One thing that has been missing from NFL games this year is the excitement of kickoff returns. Gone is that feeling that anything can happen and probably will, and inserted in its place is the dreadful reality that the ball is probably going to end up getting hammered out of the endzone for a touchback. The rule change has definitely taken the spontaneity out of the play, and while it is all for a good cause -- preventing head trauma (count me in) -- it still reeks a bit of sissification (new word, bear with me).
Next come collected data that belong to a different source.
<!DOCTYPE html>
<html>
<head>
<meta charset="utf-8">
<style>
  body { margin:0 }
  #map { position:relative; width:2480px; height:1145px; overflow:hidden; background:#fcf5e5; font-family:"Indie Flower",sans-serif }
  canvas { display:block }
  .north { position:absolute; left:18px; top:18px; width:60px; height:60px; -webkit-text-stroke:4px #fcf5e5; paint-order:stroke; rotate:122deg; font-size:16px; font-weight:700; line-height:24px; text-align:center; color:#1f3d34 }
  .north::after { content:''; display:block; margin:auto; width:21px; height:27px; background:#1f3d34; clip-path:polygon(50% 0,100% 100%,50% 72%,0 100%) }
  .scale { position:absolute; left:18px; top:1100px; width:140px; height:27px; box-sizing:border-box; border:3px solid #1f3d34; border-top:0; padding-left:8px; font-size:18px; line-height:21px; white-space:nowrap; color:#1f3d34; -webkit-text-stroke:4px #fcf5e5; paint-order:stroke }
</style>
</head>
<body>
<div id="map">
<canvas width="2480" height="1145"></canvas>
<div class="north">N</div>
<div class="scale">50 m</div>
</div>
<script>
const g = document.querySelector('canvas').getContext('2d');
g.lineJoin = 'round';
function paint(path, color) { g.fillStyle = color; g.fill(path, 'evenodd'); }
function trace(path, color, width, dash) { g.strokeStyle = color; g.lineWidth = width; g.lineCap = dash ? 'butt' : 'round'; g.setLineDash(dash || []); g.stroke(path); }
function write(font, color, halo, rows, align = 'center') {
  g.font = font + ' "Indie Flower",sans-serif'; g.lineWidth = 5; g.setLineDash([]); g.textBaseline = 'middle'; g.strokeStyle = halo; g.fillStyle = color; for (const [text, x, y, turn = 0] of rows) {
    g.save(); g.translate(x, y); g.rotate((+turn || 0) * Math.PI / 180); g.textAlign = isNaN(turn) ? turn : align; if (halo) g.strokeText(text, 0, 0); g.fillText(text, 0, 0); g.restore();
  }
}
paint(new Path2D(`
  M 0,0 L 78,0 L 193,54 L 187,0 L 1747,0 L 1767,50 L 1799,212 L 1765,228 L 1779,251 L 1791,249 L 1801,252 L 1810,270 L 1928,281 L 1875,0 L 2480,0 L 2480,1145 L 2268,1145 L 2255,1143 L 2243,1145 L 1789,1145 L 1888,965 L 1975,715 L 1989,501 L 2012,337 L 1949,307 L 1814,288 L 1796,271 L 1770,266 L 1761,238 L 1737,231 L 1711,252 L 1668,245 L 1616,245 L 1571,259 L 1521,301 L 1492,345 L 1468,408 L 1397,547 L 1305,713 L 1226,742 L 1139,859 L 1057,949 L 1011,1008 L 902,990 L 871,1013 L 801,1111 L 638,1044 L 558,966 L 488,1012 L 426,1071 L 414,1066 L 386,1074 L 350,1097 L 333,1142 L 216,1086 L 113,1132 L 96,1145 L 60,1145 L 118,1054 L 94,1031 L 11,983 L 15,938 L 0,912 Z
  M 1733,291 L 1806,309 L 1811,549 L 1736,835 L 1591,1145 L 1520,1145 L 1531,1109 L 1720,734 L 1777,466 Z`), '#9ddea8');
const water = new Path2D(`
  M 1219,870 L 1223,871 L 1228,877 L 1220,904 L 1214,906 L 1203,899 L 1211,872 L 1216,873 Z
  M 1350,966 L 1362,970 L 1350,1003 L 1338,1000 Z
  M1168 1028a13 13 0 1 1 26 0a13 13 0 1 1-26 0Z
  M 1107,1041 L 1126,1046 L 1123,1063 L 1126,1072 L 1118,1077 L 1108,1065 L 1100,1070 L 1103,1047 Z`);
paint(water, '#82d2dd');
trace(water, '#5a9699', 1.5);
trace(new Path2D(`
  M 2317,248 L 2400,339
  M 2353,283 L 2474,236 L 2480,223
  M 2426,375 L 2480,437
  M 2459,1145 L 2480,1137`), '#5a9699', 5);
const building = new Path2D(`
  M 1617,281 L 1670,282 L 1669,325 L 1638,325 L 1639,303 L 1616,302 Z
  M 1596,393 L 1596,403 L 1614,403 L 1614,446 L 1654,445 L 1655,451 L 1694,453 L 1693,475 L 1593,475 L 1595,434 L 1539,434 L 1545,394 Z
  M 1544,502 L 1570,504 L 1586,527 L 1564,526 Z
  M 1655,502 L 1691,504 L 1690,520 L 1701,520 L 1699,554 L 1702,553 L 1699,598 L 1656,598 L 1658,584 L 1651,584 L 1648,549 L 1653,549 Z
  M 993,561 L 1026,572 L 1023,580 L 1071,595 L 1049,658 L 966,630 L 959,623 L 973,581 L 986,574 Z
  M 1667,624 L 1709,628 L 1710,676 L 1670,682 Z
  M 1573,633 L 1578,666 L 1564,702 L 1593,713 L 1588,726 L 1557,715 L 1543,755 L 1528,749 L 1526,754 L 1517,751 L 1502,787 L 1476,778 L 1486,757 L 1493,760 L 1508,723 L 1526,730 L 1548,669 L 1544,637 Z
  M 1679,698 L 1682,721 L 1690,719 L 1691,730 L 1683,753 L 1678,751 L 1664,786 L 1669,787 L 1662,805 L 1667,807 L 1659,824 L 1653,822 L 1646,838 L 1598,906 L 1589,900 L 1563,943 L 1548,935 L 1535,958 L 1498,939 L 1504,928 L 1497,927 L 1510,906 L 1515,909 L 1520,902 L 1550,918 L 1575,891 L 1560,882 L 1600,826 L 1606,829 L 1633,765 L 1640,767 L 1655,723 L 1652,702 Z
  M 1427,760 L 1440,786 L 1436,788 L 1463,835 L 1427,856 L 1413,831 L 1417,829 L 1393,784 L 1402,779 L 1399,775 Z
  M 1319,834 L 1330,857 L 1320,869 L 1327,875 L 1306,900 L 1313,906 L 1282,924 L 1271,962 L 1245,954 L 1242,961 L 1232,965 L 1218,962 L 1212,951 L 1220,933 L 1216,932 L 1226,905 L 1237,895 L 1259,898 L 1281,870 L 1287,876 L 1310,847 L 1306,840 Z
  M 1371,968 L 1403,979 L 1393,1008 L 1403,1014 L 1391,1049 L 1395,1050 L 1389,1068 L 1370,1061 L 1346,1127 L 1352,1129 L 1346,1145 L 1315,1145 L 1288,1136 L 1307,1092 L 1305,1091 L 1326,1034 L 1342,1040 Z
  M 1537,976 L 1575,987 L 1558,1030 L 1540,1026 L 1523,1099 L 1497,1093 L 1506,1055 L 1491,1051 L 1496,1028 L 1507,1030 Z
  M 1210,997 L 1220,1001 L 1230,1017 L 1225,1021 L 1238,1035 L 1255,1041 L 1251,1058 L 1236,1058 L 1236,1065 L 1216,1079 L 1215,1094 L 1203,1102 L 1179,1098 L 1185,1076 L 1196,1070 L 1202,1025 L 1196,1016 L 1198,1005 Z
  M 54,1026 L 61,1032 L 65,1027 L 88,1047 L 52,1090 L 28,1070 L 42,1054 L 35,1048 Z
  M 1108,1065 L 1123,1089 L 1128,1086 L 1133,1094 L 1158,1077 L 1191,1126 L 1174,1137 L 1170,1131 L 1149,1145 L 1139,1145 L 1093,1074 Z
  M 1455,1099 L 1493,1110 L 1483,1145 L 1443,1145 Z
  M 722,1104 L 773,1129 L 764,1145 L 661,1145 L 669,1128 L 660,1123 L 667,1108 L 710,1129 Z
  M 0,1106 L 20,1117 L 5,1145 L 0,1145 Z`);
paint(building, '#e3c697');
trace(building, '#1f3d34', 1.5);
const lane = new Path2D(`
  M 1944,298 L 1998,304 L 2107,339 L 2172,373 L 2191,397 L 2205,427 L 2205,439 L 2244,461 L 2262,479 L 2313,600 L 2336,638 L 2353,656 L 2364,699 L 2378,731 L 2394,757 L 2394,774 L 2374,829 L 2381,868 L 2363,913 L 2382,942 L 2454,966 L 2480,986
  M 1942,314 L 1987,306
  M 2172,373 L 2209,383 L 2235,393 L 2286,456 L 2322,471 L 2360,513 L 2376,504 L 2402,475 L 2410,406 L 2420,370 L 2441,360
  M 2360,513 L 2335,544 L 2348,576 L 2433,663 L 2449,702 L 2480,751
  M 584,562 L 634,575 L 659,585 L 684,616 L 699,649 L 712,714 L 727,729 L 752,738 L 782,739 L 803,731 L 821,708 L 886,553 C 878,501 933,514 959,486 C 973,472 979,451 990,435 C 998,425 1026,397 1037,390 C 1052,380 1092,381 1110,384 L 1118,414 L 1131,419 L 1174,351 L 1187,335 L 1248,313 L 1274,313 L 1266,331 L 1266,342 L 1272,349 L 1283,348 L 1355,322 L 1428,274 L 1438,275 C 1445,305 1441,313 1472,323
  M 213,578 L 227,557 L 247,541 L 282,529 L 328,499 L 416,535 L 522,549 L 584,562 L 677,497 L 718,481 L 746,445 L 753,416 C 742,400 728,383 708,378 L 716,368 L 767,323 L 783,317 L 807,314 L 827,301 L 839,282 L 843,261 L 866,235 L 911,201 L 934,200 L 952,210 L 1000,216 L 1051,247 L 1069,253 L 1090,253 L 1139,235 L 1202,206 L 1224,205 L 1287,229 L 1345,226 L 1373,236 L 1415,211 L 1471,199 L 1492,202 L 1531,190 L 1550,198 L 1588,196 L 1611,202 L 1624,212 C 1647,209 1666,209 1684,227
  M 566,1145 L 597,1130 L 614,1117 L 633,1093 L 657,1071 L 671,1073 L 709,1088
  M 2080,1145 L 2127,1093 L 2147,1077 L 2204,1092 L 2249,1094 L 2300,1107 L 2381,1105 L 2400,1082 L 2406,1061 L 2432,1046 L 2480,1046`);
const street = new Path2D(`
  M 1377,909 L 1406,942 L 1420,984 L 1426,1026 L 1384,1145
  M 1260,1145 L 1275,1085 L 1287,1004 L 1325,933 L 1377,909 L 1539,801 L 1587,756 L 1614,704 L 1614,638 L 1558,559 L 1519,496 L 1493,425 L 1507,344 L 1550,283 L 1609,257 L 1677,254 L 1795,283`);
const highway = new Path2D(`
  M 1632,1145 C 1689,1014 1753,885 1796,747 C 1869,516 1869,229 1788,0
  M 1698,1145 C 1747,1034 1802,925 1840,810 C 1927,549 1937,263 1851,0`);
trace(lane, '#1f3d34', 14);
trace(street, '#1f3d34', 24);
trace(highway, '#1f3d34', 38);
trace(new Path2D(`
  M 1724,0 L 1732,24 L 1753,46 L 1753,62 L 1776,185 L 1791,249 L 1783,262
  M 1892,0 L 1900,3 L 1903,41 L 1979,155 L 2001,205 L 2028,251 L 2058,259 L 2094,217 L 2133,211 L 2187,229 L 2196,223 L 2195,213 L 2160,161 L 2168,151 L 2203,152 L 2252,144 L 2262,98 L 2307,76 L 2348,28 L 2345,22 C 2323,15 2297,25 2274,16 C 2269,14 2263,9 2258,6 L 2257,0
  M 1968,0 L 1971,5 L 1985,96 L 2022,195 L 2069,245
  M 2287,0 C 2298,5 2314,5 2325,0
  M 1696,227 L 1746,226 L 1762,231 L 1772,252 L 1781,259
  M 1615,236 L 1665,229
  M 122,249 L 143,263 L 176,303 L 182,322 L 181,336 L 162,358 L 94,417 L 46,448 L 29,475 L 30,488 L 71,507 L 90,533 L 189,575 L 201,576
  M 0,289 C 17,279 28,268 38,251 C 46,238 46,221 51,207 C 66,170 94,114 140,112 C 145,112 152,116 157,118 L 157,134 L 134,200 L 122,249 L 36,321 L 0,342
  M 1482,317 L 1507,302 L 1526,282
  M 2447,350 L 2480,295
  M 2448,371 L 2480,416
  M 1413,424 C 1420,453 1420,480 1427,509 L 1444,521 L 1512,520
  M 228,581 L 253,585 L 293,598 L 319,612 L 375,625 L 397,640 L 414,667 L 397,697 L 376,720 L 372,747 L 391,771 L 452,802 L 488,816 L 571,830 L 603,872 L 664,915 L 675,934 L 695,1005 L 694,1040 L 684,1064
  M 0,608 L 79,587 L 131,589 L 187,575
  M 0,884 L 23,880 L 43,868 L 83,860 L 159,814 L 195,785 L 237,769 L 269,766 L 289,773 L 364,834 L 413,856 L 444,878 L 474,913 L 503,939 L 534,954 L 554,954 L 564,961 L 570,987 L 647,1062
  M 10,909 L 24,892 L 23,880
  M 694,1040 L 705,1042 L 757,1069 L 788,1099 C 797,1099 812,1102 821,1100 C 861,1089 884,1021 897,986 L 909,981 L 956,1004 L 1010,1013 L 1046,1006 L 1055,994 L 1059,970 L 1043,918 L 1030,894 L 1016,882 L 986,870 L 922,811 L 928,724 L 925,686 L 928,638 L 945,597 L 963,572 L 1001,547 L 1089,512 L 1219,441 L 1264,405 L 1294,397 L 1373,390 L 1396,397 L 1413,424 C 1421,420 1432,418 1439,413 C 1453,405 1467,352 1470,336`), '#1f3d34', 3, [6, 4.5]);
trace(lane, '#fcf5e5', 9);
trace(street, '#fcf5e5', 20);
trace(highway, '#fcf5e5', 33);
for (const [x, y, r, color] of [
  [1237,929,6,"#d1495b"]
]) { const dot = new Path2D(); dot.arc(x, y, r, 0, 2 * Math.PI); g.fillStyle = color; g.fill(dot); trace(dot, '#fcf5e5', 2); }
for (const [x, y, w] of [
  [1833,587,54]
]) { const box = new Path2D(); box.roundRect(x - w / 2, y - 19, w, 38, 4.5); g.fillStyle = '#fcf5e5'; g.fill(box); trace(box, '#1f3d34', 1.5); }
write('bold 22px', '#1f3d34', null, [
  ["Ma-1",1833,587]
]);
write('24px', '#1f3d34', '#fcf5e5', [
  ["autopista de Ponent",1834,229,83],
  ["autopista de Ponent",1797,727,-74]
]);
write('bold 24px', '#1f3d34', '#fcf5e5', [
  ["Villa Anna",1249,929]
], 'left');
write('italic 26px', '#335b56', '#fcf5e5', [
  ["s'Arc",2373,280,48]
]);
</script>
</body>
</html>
I though Josh Cribb's interview with Jim Rome was pretty revealing about the mindset of NFL kick returners with regard to the new rules (click play above to listen). Turns out that they'd rather take their chances, risk the injury, and make the play exciting. I'm sure most fans agree, but as they say in sports-jargon "It is what it is."
Cribbs, who holds the all time NFL record with 8 kickoff returns for touchdowns, also gave some insight into the new challenges facing returners. When do you take it out of the endzone, and why?
While the new rules (in addition to moving the kick up 5 yards, defenders are only allowed 5 yard run-up, where they previously had 15) may be slowing some returners, Cribbs has still held his own, averaging over 34 yards per return, and knocking off a long of 52.
After three weeks there have been three kicks returned for TD's and 16 returns of 40+ yards.
In 2010 there were 23 kicks returned for TD's and 114 returns of 40+ yards.